**PROBLEM REQUIREMENTS**
Look through the entries. Copy each line that has the word "Eric".

[Items listed in a dataset]
■ ■ ■

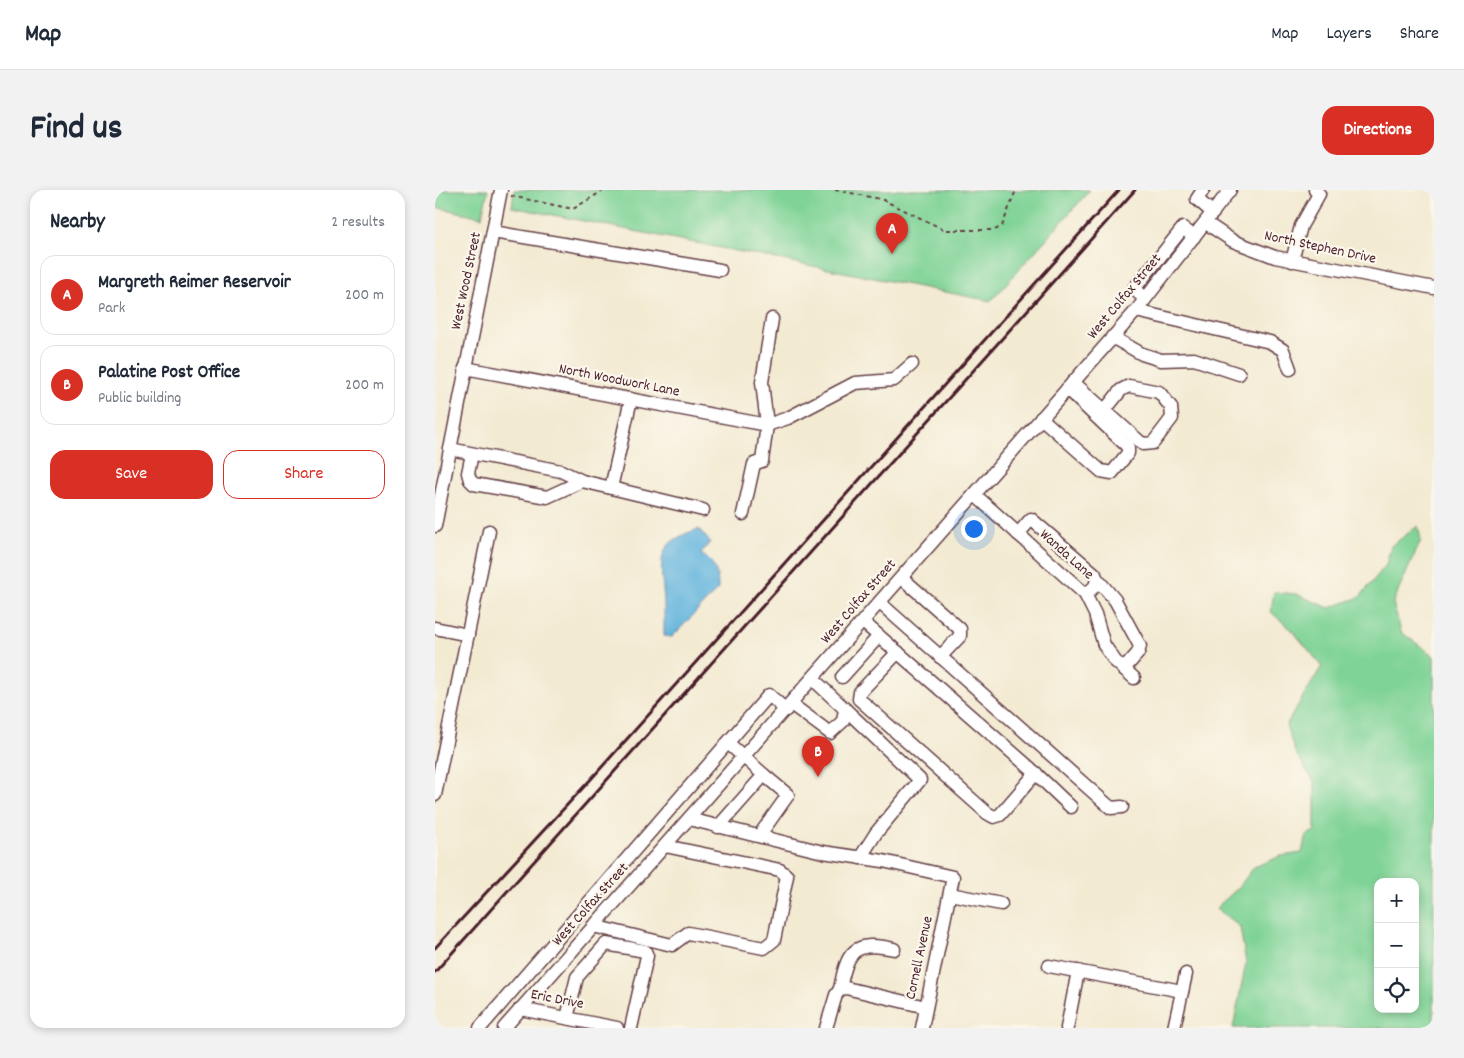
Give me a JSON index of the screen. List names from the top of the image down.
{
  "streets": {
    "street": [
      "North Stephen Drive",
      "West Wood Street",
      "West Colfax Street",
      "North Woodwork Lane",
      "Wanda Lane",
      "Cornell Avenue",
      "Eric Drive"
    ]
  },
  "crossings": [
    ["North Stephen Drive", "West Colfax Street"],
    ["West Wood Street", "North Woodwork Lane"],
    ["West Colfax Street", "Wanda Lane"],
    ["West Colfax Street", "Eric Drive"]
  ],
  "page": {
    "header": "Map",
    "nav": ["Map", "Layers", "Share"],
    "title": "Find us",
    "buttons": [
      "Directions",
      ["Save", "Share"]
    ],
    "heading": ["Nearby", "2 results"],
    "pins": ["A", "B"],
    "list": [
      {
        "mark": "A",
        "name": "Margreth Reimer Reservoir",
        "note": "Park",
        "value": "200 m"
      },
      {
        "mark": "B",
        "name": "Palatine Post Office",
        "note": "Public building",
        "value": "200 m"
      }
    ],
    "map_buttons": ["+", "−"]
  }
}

■ ■ ■

**ANSWER**
      "Eric Drive"
    ["West Colfax Street", "Eric Drive"]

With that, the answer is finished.